Telle qu'était la situation du positivisme dans les années 1930, on pouvait craindre le pire pour la survie du patrimoine d'Auguste Comte. François Saunier, gérant de la société immobilière, et Fernand Rousseau son collaborateur, étaient bien seuls pour s'occuper de la maison d'Auguste Comte. Surtout ils n'avaient plus aucune ressource financière pour entretenir l'immeuble, dont l'état se détériorait rapidement. L'appartement sacré, laissé à l'abandon, encombré de dépôts successifs, n'était pratiquement pas ouvert au public et les archives se trouvaient dans le plus complet désordre, comme en témoigna le philosophe Henri Gouhier qui menait à cette époque sa grande thèse sur La jeunesse d'Auguste Comte et la formation du positivisme. En outre l'immeuble était menacé de destruction à cause d'un projet d'alignement de la rue Monsieur Le Prince.
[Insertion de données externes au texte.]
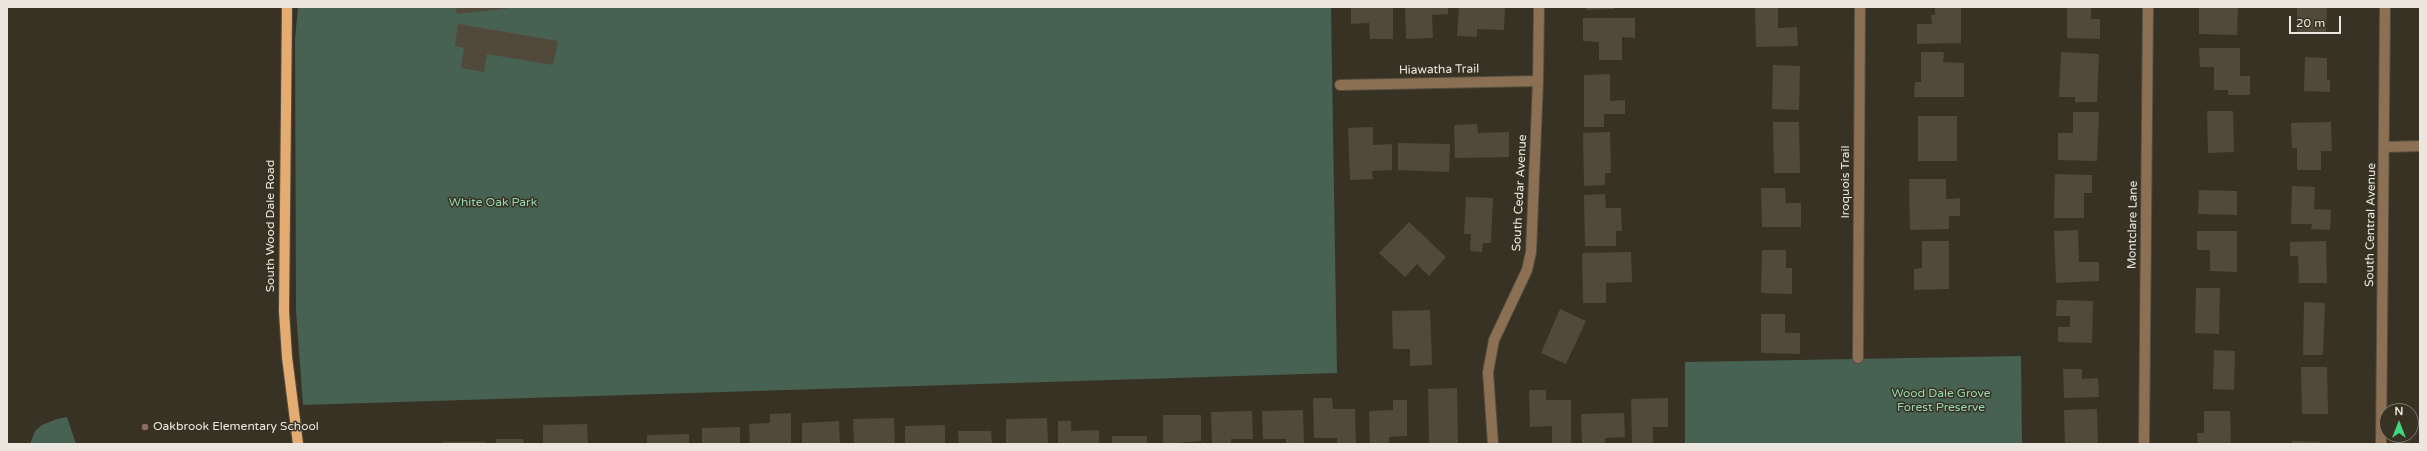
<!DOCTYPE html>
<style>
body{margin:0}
#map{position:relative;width:2427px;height:451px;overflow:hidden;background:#373223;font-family:"Varela Round",sans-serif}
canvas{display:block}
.frame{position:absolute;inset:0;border:8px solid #ebe7de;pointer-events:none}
.north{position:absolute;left:2379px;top:403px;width:40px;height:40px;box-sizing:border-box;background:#373223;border:1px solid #7f7a6e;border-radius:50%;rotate:0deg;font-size:11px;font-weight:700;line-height:16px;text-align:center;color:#ebe7de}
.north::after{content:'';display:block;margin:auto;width:14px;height:18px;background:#41d77c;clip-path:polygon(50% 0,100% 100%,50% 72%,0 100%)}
.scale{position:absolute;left:2289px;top:16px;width:52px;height:18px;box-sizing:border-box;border:2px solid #ebe7de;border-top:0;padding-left:5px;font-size:12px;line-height:14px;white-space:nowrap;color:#ebe7de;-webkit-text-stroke:3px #373223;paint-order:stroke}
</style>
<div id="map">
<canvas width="2427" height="451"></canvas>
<div class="frame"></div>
<div class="north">N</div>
<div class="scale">20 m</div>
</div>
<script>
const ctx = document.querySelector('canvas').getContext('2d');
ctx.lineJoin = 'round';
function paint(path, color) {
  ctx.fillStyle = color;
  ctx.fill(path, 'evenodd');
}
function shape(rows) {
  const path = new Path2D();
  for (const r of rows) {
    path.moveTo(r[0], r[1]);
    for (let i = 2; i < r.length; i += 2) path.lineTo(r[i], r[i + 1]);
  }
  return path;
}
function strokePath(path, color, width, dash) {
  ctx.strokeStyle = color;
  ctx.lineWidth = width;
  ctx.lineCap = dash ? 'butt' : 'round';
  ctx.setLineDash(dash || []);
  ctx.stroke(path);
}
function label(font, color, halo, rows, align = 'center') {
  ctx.font = font + ' "Varela Round",sans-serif';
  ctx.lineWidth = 3;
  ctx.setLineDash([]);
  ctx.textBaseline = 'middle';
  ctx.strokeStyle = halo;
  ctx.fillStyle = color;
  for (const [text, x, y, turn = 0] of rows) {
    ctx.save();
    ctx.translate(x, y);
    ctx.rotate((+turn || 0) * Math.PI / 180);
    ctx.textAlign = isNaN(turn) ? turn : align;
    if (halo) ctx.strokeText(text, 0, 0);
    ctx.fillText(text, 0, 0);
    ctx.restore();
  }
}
const green = shape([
 [298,7,1331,7,1337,373,303,405,296,311,295,39],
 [2021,356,2022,444,1685,444,1685,362],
 [67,417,76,444,30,444,35,431,42,425,57,419]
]);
const building = shape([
 [456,7,510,7,510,8,457,14],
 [1351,7,1393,7,1393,39,1370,39,1369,23,1351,24],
 [1405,7,1448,7,1448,14,1432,15,1433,38,1406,39],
 [1459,7,1505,7,1504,30,1477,29,1477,37,1457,36],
 [1586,7,1614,7,1614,9,1586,10],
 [1755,7,1778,7,1778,28,1797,27,1798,46,1756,47],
 [1935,7,1961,7,1961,43,1917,44,1917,24,1932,24,1931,15,1935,15],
 [2067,7,2091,7,2091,19,2100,19,2100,39,2067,38],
 [2199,7,2238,7,2237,35,2199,34],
 [2297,7,2327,7,2326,33,2297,33],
 [1583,18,1635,18,1635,38,1622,37,1622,60,1599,60,1599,42,1583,41],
 [458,24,558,41,553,65,487,54,484,72,461,68,464,48,455,46],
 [2199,48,2240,48,2240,76,2250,76,2250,95,2228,95,2228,90,2214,90,2214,67,2200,67],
 [1921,52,1944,52,1943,62,1964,63,1964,97,1914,97,1915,82,1921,82],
 [2061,52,2099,54,2097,102,2075,102,2075,97,2059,97],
 [2305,57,2327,58,2327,80,2330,80,2330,92,2304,91],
 [1773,65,1800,66,1799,110,1772,109],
 [1610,74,1610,101,1625,100,1625,114,1604,114,1604,127,1584,127,1584,75],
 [2207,111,2233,111,2234,152,2208,153],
 [2073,112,2099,112,2097,161,2058,160,2058,133,2073,133],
 [1918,116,1957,116,1957,161,1918,161],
 [1773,122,1799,122,1800,173,1774,173],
 [2331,122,2332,151,2321,151,2321,170,2297,170,2297,148,2292,148,2291,123],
 [1477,124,1478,133,1509,132,1509,157,1455,158,1454,125],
 [1373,127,1373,145,1392,144,1392,170,1372,171,1373,179,1350,180,1348,128],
 [1610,132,1611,173,1605,173,1605,185,1584,186,1583,133],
 [1398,143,1450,144,1449,172,1398,170],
 [2055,174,2092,175,2092,193,2084,193,2084,218,2054,218],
 [1909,179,1946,179,1946,199,1960,198,1960,216,1949,216,1949,229,1910,230],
 [2292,186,2315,187,2314,209,2331,210,2330,230,2311,229,2312,224,2291,224],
 [1761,188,1785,188,1786,203,1801,203,1801,227,1762,227],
 [2199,190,2237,191,2237,215,2198,214],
 [1605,194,1606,208,1621,208,1622,231,1616,231,1616,246,1585,246,1584,195],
 [1466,197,1493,198,1491,243,1483,243,1482,252,1470,251,1471,234,1464,234],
 [1409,222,1446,257,1429,276,1417,264,1405,277,1379,253],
 [2078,230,2079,262,2099,262,2099,281,2056,283,2054,231],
 [2197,231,2237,231,2237,272,2210,271,2210,250,2197,250],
 [1922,241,1949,241,1949,289,1914,290,1914,269,1922,268],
 [2326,241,2327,283,2299,283,2298,256,2290,256,2290,242],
 [1762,250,1786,250,1786,268,1792,268,1792,294,1761,293],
 [1631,252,1632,282,1606,283,1606,303,1583,303,1582,253],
 [2196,288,2220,288,2219,334,2195,333],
 [2057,300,2093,301,2092,343,2058,342,2058,327,2070,327,2070,316,2056,316],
 [2304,302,2325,303,2323,355,2303,355],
 [1560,309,1586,321,1566,364,1541,353],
 [1430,310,1432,365,1410,366,1410,349,1393,349,1392,311],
 [1761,314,1785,314,1785,333,1800,333,1800,354,1761,353],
 [2214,350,2235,351,2234,390,2213,389],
 [2301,367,2327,367,2328,414,2302,414],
 [2063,369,2082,369,2082,379,2098,378,2099,397,2064,398],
 [1457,388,1458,444,1429,444,1428,389],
 [1529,390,1546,390,1546,400,1571,400,1571,443,1552,444,1552,426,1530,427],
 [1313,398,1332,398,1333,409,1355,409,1356,444,1337,444,1337,438,1314,438],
 [1668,398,1668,427,1653,427,1653,444,1632,444,1631,399],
 [1393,400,1407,400,1407,436,1389,437,1389,444,1370,444,1369,411,1393,410],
 [2097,409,2098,444,2065,444,2064,410],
 [1303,410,1304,444,1286,444,1286,439,1263,439,1262,411],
 [1252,411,1253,439,1231,439,1231,444,1212,444,1211,412],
 [2204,411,2230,411,2231,444,2198,444,2197,433,2204,433],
 [791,413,791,444,750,444,749,424,770,423,770,414],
 [1624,413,1625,437,1605,438,1605,444,1582,444,1581,414],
 [1163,415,1201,415,1201,441,1163,444],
 [894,418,895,444,854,444,853,419],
 [1047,418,1048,444,1006,444,1006,419],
 [839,421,840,444,802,444,802,423],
 [1058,421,1071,421,1071,431,1099,430,1099,444,1058,444],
 [587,424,588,444,543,444,543,425],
 [945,425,945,444,905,444,905,426],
 [740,427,740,444,702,444,702,428],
 [958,431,991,431,992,444,959,444],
 [689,434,689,444,647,444,647,435],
 [1112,436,1147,436,1147,444,1112,444],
 [496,439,523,439,524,444,496,444],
 [2292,441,2321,442,2321,444,2292,444],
 [442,442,486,442,486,444,442,444]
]);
const minor = shape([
 [1340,85,1538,81],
 [2385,147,2420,146],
 [1858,358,1860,7],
 [1493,444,1488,372,1494,340,1527,270,1531,252,1538,81,1539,7],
 [2144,444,2148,7],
 [2381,444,2385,7]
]);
const major = shape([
 [287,7,284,311,287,357,298,444]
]);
const markers = [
 [145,427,4,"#8d6e63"]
];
const streetNames = [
 ["Hiawatha Trail",1439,70,-1],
 ["Iroquois Trail",1846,182,-90],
 ["South Cedar Avenue",1520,193,-87],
 ["Montclare Lane",2133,225,-89],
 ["South Central Avenue",2371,225,-89],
 ["South Wood Dale Road",271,226,-90]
];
const parkNames = [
 ["White Oak Park",493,203],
 ["Wood Dale Grove",1941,394],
 ["Forest Preserve",1941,408]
];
const poiNames = [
 ["Oakbrook Elementary School",153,427]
];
paint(green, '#476152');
paint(building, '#514a3b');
strokePath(minor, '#544f41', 12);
strokePath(major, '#544f41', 12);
strokePath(minor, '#8c7054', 10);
strokePath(major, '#e5ac71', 10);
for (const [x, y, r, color] of markers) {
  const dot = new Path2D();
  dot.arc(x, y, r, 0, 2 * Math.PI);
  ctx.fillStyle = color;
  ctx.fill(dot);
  strokePath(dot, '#373223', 1.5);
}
label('12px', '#ebe7de', '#373223', streetNames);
label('12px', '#94d9b1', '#373223', parkNames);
label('12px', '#ebe7de', '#373223', poiNames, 'left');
</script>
C'est à une grande personnalité brésilienne, Paulo Carneiro, que nous devons la sauvegarde de la Maison et du patrimoine d'Auguste Comte. Tout en menant ses activités d'ingénieur chimiste à Paris puis, après la guerre de 1945 dans ses hautes fonctions à l'UNESCO, il va consacrer plus de cinquante de sa vie à restaurer, enrichir, valoriser la Maison d'Auguste Comte et lui assurer sa pérennité en tant que Musée, Bibliothèque et Centre d'archives qui occupent maintenant une place éminente dans le patrimoine culturel du 19è siècle.